Once under royal control, Peveril Castle became the administrative centre of Forest of High Peak. Henry II visited Peveril Castle several times, to hunt and, on one occasion, to meet his cousin King Malcolm of Scotland, who paid homage to Henry at the castle in 1157 for the Earldom of Huntingdon.
The castle was also visited by Henry's grandson, King Henry III, in 1235. Henry III regularly spent money on repairs and on the upkeep of the castle. During his reign the two round towers on the south wall were constructed as well as the New Hall. In 1254 the castle was given to his son Edward, later King Edward 'Longshanks' I, Hammer of the Scots, and was then granted to his wife, Eleanor, the daughter of King Ferdinand III of Castile, as part of her dowry. After this, the castle again came into the possession of the crown and was granted to Edward's cousin, Simon de Montfort, Earl of Leicester.
De Montfort had secretly married Eleanor, the youngest sister of Henry III in 1238. He led an uprising against his brother-in-law the king in 1264 and following the Battle of Lewes, he gained control of England. Edward, (later Edward I) in support of his father, defeated Simon de Montfort's son Henry at the Battle of Kenilworth and went on to defeat de Montfort himself at the Battle of Evesham in August 1265, where Simon was killed. Henry III was then restored to power.

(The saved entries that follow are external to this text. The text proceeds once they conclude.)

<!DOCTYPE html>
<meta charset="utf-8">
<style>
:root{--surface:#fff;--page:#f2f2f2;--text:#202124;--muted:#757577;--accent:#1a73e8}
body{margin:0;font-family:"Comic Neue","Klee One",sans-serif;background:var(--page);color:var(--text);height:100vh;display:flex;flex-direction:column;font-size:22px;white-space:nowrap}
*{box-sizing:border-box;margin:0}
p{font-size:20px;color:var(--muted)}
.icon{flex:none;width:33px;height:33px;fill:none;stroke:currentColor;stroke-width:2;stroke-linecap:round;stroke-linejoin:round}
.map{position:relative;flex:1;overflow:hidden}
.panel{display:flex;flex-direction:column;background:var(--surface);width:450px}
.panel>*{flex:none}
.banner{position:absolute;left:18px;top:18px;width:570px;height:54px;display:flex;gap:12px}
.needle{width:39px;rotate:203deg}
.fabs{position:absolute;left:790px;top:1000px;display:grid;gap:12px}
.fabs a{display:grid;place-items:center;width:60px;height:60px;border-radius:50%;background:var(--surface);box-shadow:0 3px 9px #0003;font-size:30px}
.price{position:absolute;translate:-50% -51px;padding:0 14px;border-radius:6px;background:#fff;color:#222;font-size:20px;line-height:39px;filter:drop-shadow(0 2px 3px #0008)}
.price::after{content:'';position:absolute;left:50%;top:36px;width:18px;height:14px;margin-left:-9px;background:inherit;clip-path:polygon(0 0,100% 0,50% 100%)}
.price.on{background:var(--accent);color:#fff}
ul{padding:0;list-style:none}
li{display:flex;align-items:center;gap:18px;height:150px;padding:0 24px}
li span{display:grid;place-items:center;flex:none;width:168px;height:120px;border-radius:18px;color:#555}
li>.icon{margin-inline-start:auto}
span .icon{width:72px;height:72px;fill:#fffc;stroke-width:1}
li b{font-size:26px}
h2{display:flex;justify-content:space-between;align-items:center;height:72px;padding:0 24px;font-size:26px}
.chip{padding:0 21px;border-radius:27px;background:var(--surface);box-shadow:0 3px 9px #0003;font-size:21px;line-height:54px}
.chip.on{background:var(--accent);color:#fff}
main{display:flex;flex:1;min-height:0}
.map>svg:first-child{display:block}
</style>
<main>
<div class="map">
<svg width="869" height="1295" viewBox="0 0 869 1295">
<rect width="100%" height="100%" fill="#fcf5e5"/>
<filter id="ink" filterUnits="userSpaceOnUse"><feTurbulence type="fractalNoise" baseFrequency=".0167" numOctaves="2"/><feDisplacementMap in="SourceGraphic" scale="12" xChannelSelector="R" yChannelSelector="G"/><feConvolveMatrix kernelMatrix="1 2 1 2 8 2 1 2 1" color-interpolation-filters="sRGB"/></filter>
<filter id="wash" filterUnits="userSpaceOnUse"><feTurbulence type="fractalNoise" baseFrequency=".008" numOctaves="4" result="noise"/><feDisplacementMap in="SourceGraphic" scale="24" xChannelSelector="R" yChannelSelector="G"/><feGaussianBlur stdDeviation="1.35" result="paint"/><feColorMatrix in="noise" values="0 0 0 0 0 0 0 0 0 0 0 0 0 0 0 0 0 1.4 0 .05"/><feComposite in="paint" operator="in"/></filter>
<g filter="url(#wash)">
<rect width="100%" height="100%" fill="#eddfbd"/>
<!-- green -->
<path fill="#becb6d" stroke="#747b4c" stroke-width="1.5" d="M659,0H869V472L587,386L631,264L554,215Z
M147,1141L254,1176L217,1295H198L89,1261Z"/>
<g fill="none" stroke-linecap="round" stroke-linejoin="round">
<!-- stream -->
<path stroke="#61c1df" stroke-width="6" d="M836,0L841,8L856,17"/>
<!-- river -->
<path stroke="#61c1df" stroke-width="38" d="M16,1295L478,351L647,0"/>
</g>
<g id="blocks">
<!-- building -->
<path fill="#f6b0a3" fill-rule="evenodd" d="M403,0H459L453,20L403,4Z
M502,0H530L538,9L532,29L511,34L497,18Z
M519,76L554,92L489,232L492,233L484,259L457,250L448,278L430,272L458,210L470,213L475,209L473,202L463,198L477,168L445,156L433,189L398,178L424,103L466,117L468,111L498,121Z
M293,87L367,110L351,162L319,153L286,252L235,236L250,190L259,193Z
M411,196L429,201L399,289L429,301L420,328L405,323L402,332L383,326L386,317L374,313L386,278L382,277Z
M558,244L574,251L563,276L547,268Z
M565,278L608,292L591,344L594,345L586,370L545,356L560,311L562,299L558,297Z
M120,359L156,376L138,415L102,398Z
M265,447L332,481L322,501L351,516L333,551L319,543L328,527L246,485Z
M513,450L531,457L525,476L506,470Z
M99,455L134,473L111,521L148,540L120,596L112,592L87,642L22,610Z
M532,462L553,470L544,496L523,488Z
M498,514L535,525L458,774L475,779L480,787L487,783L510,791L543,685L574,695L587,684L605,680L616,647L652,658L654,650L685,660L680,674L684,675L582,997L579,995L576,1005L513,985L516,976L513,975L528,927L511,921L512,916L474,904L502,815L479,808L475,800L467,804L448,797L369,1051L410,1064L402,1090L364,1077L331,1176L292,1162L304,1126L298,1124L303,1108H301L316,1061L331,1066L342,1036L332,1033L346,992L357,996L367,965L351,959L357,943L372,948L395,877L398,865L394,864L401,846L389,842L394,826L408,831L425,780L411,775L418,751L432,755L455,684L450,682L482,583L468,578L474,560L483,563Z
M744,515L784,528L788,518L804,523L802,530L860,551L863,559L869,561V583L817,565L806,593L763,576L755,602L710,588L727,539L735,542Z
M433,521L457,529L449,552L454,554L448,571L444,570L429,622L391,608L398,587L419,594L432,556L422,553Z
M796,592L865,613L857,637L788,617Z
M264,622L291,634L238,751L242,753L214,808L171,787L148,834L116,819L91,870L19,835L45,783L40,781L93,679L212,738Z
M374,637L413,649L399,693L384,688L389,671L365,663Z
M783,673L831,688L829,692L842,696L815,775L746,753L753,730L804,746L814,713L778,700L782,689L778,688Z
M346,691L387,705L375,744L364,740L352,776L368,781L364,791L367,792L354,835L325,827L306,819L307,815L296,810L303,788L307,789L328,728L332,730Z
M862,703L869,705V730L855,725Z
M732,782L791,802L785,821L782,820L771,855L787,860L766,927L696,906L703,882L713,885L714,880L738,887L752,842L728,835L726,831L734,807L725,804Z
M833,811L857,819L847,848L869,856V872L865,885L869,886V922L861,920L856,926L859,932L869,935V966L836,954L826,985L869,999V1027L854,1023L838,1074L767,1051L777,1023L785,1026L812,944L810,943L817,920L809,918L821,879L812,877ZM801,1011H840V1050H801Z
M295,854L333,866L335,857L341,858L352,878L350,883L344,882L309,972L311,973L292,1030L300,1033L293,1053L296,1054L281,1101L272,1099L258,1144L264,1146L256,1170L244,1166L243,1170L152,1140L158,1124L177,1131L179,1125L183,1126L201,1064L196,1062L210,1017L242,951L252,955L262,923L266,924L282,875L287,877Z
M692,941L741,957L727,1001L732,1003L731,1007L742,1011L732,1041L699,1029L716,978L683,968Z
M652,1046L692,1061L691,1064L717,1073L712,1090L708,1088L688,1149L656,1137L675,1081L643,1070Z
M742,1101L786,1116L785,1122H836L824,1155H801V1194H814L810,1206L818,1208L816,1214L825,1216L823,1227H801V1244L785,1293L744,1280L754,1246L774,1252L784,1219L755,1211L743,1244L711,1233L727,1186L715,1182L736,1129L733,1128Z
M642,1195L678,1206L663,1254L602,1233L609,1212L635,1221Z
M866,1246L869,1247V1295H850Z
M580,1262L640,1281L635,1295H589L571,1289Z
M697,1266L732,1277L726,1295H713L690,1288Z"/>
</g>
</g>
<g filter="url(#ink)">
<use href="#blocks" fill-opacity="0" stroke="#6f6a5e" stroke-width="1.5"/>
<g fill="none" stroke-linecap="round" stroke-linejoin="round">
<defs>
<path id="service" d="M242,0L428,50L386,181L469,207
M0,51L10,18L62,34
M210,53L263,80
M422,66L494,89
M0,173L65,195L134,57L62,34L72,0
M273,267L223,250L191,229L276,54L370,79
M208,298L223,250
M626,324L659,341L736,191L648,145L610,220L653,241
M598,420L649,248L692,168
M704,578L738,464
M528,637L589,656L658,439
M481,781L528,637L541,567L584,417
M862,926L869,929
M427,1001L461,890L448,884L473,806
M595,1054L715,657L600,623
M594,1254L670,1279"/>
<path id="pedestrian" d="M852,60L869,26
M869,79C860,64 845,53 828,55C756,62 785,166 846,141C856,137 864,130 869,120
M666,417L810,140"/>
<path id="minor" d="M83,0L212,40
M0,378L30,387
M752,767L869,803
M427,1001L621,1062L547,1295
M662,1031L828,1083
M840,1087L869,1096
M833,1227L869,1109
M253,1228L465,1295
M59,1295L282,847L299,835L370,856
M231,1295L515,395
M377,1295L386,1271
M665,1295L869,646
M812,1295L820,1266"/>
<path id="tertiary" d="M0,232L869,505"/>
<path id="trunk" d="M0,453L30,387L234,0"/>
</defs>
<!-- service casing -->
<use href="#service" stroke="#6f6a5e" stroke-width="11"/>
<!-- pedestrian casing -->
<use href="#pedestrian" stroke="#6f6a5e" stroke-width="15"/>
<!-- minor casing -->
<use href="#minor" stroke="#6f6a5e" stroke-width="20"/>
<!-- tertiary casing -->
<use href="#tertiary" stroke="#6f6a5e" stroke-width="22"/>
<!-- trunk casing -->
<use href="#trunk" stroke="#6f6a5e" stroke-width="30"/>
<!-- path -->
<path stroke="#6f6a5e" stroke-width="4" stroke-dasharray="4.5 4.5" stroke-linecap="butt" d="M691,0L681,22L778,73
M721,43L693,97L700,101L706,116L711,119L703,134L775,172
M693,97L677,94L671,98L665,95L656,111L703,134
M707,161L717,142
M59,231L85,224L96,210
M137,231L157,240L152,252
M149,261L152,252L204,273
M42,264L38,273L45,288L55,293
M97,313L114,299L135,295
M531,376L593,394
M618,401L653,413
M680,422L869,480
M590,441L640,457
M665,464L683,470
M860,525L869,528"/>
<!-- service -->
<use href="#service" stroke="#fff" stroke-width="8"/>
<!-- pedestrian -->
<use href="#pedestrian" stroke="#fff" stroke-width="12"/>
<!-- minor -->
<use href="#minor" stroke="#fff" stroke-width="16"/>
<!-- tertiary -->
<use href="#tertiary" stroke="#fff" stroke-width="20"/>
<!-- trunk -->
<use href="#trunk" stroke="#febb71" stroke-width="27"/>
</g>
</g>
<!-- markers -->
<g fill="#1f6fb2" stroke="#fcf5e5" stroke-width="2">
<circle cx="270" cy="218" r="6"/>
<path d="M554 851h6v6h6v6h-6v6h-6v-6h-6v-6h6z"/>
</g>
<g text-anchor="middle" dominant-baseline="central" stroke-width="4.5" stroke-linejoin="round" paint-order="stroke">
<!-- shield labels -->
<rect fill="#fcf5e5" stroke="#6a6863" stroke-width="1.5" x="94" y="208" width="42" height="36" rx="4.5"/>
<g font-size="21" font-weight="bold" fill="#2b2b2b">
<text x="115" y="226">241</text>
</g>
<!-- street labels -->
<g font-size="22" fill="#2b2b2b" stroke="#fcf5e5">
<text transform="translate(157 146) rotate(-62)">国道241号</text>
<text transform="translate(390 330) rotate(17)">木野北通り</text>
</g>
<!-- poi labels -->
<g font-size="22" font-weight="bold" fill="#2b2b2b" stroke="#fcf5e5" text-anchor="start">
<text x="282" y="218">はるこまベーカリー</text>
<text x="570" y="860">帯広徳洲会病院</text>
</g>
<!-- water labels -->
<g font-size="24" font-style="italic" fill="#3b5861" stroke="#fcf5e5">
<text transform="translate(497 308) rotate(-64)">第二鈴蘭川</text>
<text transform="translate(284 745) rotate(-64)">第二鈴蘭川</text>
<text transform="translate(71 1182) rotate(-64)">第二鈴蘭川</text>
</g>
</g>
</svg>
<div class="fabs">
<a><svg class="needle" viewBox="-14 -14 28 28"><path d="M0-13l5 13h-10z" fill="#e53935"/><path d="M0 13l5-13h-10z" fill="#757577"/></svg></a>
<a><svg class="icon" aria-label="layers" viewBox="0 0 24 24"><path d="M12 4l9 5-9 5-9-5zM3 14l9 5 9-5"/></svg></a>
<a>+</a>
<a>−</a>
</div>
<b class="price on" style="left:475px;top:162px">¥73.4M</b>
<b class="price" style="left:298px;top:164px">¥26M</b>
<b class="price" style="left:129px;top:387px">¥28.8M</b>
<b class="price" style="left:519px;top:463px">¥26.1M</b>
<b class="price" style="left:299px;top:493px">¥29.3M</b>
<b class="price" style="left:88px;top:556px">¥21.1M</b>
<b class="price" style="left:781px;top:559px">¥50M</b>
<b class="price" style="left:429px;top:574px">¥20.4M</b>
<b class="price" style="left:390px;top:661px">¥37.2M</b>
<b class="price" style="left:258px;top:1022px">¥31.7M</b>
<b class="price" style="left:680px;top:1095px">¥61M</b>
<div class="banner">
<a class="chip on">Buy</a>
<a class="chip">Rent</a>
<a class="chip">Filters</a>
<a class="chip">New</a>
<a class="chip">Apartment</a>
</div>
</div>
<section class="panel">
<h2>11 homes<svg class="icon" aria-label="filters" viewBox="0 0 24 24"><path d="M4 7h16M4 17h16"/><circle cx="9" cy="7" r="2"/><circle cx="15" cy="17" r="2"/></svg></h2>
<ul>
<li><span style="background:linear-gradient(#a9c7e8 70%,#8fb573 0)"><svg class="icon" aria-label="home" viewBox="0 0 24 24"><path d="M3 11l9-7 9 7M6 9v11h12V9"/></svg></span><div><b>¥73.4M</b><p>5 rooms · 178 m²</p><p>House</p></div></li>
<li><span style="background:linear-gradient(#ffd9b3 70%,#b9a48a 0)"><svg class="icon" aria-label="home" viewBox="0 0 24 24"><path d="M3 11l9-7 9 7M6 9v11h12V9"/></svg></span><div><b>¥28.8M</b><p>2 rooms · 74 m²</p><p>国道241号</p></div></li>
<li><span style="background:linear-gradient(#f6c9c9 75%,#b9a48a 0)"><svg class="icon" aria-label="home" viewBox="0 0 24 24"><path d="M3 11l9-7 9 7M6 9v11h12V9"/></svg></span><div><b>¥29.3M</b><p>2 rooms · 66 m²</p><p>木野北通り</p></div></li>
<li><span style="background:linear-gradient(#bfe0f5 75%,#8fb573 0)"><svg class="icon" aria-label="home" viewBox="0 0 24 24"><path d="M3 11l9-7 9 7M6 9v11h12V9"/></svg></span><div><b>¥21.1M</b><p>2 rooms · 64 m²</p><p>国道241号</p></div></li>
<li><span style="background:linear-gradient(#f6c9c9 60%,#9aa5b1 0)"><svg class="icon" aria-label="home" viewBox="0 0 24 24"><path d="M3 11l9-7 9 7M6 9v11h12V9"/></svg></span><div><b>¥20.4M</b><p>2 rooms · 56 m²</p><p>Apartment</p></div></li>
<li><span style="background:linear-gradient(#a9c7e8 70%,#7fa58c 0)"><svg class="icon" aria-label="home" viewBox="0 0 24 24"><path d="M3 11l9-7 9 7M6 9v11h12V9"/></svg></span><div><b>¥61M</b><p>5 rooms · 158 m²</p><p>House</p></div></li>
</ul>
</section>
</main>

In the fourteenth century the castle passed into the possession of John of Gaunt, Duke of Lancaster, the powerful and influential 3rd son of King Edward III, who was virtual ruler of England during the minority of his nephew, Richard II. On Gaunt's death the castle was inherited by his eldest son, Henry of Bolingbroke, when he later took the throne as King Henry IV, the castle again became part of the crown's estates.
By the early fifteenth century the castle had fallen into disuse, a survey in 1561 conducted for the Duchy of Lancaster, recorded that Peveril was already in a state of decay, only the keep remained in use as a courthouse by the early seventeenth century . After the Tudor era, the courts were abandoned and the site gradually deteriorated to became a ruin.
The famous nineteenth century author, Sir Walter Scott featured the castle in his novel Peveril of the Peak.
Peveril Castle is a Grade I listed building and is now in the care of English Heritage. Displays in the visitor centre tell the story of Peveril as the administrative focus of the Royal Forest of the Peak. There is also a gift shop which stocks a range of items.